Texto vencedor da VI Edição do Concurso Literário “A Ética na Vida e no Desporto”.
Estou na linha de partida, lado a lado contigo, mas não me vês. Seguro o
testemunho que vou transmitir a quem vier a seguir. O testemunho dá-me a
segurança de um adereço que entretém as mãos inseguras. Vejo a pista que
me ultrapassa e parece querer fugir de mim. Sinto-me desfalecer, mas não
fraquejo. Quero desistir, mas não o faço. O tempo esvazia-se rapidamente. Os
meus pensamentos são distraídos pelo som forte do sinal de partida. A corrida
está lançada, mas não é igual. Procuro o lado bom da pista, mas não sou a
única. Tu chegaste primeiro. Tens vantagem. Mostras segurança, força,
resistência. Eu tento acompanhar o teu ritmo, mas do meu lado tudo parece
mais difícil. Não esmoreço. É nestes momentos que os vencedores se afirmam.

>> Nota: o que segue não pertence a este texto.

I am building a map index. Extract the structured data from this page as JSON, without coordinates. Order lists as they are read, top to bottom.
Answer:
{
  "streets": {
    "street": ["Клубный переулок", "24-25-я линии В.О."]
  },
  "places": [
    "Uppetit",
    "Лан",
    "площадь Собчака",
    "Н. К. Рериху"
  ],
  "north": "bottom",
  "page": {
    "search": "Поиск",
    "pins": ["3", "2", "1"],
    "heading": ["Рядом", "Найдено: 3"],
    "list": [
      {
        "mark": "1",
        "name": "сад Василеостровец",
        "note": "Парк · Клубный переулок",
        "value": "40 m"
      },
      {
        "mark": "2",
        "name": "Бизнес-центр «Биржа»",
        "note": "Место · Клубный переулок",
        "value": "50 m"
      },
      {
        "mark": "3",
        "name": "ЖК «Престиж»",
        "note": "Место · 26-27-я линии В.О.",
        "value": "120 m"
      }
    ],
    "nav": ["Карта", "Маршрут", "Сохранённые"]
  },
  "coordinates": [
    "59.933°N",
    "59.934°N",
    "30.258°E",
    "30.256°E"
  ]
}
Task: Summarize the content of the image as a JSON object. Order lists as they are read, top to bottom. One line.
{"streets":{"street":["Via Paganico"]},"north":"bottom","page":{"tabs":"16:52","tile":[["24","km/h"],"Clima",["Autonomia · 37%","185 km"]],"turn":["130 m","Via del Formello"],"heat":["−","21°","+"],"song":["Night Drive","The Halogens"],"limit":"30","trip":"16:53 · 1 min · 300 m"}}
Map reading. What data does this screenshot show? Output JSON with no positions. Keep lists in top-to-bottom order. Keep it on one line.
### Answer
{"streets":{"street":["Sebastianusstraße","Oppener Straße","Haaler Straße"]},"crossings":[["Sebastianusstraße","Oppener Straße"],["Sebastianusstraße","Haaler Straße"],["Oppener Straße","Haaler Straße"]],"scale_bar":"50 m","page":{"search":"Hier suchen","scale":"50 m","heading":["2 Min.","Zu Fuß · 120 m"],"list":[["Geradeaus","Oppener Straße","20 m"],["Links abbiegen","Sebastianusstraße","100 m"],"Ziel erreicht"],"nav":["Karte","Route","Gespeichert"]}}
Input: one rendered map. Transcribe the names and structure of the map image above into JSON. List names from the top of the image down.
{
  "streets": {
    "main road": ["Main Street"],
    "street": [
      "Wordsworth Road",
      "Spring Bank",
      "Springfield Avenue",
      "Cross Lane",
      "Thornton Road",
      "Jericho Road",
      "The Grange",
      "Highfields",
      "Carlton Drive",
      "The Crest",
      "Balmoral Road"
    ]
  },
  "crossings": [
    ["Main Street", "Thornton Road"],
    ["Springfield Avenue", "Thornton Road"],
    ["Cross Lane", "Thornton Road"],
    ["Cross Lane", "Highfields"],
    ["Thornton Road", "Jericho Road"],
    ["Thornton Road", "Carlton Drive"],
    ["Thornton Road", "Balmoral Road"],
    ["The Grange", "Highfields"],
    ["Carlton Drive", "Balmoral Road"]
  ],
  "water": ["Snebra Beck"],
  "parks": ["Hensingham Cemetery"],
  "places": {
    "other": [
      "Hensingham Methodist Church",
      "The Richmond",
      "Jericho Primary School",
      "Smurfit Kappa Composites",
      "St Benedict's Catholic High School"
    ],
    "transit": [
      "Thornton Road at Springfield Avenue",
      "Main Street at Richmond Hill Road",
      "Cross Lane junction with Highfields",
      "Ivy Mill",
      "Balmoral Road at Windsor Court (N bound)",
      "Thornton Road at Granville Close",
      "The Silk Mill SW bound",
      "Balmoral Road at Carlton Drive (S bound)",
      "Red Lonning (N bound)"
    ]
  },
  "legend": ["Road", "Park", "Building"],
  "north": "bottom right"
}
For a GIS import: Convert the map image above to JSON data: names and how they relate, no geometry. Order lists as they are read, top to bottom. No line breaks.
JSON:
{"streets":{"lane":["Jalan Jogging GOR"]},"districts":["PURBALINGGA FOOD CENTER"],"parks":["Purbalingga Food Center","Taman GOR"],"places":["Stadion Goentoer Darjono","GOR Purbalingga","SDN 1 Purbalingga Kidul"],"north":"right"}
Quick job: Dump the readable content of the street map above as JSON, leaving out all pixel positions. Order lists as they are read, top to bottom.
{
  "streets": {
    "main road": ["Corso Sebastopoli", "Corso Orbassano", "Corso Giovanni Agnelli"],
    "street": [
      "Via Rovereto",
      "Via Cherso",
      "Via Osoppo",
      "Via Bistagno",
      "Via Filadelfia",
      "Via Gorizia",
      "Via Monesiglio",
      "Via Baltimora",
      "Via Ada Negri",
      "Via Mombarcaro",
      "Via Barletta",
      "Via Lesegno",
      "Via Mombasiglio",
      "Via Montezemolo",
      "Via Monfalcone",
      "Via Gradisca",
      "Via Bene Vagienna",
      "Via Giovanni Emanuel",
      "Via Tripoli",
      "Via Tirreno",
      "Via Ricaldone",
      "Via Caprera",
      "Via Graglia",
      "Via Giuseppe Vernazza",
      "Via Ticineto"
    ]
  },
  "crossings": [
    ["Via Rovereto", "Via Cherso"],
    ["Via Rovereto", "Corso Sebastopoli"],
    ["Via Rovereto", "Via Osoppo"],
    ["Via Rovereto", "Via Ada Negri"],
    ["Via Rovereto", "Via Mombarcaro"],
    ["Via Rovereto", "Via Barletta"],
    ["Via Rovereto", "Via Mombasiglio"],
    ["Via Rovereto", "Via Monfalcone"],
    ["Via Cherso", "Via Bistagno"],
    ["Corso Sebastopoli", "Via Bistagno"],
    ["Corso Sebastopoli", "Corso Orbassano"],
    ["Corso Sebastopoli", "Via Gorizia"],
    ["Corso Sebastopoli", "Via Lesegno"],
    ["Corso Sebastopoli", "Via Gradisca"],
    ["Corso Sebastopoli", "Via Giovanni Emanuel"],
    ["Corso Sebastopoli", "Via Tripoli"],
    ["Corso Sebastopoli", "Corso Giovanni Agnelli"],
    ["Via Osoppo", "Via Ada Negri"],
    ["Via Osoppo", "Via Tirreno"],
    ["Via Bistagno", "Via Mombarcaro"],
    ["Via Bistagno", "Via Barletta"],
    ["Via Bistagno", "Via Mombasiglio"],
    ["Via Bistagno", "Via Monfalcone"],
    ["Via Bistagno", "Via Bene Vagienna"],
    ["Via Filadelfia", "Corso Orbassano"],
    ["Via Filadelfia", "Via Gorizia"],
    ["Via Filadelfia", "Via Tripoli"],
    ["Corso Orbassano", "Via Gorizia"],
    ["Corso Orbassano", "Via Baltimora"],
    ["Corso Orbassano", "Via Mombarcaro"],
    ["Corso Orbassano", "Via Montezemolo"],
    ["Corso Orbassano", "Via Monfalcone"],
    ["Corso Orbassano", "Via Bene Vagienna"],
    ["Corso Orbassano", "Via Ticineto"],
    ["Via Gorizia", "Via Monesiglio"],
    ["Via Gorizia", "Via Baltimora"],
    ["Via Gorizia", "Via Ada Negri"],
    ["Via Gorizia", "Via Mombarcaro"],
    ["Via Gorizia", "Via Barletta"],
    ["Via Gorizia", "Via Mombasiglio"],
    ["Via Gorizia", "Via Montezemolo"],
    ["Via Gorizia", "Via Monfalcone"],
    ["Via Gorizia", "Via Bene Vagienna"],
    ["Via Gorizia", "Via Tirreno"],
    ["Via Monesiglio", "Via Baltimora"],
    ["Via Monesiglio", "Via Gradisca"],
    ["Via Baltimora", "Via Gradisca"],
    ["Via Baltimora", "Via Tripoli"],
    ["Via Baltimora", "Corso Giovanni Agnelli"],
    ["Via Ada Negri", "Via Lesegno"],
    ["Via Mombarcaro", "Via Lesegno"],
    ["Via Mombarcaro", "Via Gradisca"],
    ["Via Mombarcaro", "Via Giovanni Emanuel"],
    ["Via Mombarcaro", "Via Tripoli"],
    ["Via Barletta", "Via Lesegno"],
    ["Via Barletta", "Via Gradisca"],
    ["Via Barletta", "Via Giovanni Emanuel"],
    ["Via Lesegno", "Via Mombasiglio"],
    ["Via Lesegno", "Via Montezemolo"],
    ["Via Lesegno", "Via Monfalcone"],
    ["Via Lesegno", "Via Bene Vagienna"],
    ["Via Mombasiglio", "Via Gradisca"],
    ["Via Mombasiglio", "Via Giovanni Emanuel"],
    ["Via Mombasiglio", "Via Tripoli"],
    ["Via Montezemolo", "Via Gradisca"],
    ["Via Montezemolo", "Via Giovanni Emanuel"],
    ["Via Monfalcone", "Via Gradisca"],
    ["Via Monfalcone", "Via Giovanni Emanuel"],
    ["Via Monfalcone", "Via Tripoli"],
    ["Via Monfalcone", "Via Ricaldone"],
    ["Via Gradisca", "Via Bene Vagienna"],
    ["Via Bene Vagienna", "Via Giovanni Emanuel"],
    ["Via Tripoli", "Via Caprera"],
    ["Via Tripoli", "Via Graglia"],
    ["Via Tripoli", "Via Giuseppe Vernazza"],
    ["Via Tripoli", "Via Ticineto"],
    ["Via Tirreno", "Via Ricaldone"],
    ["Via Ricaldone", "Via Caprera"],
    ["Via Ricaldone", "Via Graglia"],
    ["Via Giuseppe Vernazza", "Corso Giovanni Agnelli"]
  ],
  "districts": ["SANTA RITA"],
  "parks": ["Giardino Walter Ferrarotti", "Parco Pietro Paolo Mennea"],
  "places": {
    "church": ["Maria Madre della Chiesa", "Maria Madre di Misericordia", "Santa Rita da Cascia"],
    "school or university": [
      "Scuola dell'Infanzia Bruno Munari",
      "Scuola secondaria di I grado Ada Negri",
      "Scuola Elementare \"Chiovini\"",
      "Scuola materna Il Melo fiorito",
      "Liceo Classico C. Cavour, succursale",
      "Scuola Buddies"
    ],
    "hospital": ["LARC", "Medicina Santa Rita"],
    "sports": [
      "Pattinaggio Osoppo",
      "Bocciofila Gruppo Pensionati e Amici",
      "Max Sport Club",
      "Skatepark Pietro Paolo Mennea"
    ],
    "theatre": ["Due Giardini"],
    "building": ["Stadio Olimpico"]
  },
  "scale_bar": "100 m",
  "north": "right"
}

No fim de contas, a vida é feita de momentos. Instantes que queremos guardar
ou esquecer.
De testemunho na mão percorro o caminho. Deixei de assistir à
existência. Decidi ser eu e partilhar aquilo em que acredito. Defendo o que
sinto, o que desejo, o que eu quero. Decidi ver o mundo do lado do palco,
mostrar-me, dizer que estou ali, existo e quero fazer parte do estádio de que
afinal faço parte.
A corrida torna-se mais dura. Sinto que as curvas e as inclinações são
todas do meu lado. Tu, como homem, não me vês como uma atleta de igual
valor. Isso magoa-me, mas não me desmoraliza. Sinto-me cada vez mais forte.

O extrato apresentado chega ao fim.